The brains of women from countries with high levels of gender discrimination are more likely to have thinner regions, according to a recent study.
The study has provided evidence that gender-based discrimination has not only psychological effects, but also physical implications. The research showed that discrimination based on gender during the formative years can cause thinning of certain brain regions in females.
The findings of the groundbreaking study were published in the Proceedings of the National Academy of Sciences.
The fact is well established that gender discrimination has an impact on brain function.
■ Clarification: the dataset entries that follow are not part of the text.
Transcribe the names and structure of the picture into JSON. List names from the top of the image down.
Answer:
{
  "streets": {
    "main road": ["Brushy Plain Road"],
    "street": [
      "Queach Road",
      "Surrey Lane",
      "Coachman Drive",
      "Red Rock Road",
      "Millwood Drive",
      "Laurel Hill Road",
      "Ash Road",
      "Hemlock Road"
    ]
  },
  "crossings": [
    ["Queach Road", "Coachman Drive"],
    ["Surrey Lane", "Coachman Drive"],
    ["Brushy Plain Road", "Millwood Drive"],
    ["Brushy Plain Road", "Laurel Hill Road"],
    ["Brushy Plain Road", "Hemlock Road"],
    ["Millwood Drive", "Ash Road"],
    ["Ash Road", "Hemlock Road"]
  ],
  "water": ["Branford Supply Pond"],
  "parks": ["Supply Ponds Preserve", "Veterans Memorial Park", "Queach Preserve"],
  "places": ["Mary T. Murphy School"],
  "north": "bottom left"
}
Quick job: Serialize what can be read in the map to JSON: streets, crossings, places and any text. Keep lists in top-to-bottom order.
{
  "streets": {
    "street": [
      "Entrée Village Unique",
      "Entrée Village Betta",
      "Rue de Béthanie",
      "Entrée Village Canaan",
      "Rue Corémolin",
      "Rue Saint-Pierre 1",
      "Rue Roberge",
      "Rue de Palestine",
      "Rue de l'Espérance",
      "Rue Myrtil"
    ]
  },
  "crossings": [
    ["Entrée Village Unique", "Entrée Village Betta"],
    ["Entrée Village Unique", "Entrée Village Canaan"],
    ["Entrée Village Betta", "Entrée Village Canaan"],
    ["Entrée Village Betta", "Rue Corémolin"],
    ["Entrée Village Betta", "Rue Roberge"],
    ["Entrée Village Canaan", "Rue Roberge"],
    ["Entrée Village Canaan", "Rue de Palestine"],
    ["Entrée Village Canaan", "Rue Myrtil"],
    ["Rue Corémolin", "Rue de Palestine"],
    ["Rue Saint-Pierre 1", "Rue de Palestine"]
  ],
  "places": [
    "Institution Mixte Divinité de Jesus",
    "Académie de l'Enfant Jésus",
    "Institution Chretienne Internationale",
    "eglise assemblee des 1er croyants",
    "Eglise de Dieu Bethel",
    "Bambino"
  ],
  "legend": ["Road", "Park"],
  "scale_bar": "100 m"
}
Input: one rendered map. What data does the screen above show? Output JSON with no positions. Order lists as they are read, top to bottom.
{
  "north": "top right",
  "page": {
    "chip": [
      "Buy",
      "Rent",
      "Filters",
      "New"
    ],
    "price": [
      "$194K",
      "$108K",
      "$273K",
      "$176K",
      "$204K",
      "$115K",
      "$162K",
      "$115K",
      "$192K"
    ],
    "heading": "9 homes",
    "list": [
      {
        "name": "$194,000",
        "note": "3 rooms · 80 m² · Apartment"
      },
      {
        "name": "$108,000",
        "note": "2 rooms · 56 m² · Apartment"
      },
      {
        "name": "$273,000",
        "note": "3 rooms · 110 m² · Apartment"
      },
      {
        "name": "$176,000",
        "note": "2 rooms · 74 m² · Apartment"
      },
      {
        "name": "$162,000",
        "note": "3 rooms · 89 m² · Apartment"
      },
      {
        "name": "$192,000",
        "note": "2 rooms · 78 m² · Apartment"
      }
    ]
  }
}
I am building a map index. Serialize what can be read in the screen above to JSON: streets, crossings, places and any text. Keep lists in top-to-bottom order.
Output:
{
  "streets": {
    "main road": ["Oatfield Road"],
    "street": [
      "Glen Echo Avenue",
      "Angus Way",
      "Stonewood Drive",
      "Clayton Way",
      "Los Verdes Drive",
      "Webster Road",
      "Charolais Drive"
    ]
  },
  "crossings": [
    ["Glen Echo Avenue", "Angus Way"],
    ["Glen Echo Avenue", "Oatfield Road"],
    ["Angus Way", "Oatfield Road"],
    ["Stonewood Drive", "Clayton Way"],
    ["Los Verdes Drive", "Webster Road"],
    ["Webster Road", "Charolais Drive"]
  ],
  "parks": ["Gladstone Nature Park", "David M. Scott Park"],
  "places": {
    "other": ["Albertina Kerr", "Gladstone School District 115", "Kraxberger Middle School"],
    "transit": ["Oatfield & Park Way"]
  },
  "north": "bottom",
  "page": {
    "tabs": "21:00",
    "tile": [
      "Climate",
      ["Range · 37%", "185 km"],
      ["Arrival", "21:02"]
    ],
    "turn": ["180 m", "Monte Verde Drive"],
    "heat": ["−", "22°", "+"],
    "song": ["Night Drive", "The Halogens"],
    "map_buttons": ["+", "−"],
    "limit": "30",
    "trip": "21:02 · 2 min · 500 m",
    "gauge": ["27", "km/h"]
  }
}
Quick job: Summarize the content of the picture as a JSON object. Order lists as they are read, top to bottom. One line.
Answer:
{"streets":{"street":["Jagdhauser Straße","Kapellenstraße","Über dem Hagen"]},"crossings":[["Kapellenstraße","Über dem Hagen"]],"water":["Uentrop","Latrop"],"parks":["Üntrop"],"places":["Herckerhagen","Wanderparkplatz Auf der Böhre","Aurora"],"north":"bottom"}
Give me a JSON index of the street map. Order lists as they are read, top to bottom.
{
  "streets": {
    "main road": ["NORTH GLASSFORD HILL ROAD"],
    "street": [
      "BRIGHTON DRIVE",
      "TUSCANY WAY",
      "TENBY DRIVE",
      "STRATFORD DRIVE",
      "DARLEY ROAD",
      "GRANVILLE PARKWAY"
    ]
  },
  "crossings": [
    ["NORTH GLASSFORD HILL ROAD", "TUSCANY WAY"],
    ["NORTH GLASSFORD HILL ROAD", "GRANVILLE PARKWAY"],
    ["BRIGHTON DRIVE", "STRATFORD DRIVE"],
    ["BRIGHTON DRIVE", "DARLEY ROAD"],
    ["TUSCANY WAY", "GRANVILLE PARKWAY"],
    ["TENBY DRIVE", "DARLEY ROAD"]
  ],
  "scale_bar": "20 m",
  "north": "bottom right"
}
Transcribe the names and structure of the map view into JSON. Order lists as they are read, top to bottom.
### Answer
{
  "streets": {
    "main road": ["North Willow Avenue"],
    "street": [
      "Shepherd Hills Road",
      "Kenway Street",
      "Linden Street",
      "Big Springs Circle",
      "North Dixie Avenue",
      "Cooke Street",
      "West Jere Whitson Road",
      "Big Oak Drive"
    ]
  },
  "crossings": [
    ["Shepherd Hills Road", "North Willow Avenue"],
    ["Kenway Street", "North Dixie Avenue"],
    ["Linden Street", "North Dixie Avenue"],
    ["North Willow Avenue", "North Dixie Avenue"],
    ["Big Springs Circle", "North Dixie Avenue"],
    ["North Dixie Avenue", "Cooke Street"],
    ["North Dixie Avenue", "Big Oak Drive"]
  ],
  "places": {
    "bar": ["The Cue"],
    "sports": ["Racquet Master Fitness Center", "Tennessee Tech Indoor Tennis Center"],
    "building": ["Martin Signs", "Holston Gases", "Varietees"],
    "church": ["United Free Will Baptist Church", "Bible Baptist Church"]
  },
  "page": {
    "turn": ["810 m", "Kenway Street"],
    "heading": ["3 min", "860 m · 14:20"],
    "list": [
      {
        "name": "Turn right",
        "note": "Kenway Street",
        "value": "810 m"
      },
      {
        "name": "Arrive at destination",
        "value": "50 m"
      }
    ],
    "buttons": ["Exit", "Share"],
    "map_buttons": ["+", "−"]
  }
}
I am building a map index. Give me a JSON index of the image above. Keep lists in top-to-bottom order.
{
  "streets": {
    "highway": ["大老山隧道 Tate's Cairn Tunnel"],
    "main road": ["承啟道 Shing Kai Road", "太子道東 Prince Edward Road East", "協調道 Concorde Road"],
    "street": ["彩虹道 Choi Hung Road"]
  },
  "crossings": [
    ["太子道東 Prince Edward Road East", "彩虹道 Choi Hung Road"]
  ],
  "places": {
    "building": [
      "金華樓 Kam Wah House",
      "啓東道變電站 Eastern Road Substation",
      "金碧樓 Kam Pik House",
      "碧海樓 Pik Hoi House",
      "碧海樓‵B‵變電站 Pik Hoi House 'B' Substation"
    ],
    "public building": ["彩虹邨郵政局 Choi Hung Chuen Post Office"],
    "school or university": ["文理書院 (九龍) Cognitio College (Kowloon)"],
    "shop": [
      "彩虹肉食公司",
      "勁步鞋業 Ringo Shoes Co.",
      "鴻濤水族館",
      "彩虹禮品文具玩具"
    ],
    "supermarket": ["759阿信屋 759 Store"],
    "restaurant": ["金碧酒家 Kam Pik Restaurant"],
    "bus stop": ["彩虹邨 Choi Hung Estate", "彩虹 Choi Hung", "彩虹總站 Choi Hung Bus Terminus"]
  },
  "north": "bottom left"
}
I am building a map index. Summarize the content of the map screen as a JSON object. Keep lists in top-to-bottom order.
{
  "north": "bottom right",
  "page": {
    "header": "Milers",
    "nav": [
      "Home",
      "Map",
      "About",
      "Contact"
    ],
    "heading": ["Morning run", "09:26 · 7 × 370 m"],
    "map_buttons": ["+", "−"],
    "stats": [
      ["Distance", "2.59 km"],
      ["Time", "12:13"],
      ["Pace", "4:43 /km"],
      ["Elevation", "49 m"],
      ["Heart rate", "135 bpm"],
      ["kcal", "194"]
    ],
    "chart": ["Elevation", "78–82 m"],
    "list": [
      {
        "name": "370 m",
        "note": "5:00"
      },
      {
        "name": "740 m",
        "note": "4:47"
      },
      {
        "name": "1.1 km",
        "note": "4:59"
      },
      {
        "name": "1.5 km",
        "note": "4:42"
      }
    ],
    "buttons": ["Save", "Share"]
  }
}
Some studies have shown that gender bias can affect a girl’s academic performance, but this first-of-its-kind study assesses whether it results in physical impairments too.
Notably, an earlier study outlined how different forms of stigma (discrimination) affect the brain development of children. The study found that children from Black and Latino backgrounds, who lived in states with higher levels of structural stigma, had smaller hippocampal volumes compared to those living in states with lower levels of structural stigma. This effect, however, was not observed among non-stigmatized groups.
To get to the bottom of things, researchers analyzed patient data for 7,876 people from 29 countries who had undergone MRI scans. Factors such as their social standing, and their academic records were also taken into account.
Turns out, the more the discrimination index, the thinner the brain regions.
The phenomenon was found to be concentrated in the right hemisphere–the right medial orbitofrontal cortex, the left lateral occipital cortex, and the right caudal anterior cingulate. These are the parts that are firsts to be affected by any adverse childhood experiences, according to Medical Express.
“The results show that country-level gender inequality is related to the average structural brain differences between women and men in cortical thickness. The effect seen was a global one, significant in the cortical thickness of the right hemisphere,” the researchers wrote in the study.
According to the researchers, there may be a self-fulfilling prophecy taking place in certain countries, where leaders believe women are lagging behind in intelligence than men, which results in discriminatory social practices against women.
To break the cycle, the researchers recommend that leaders actively reject these stereotypes.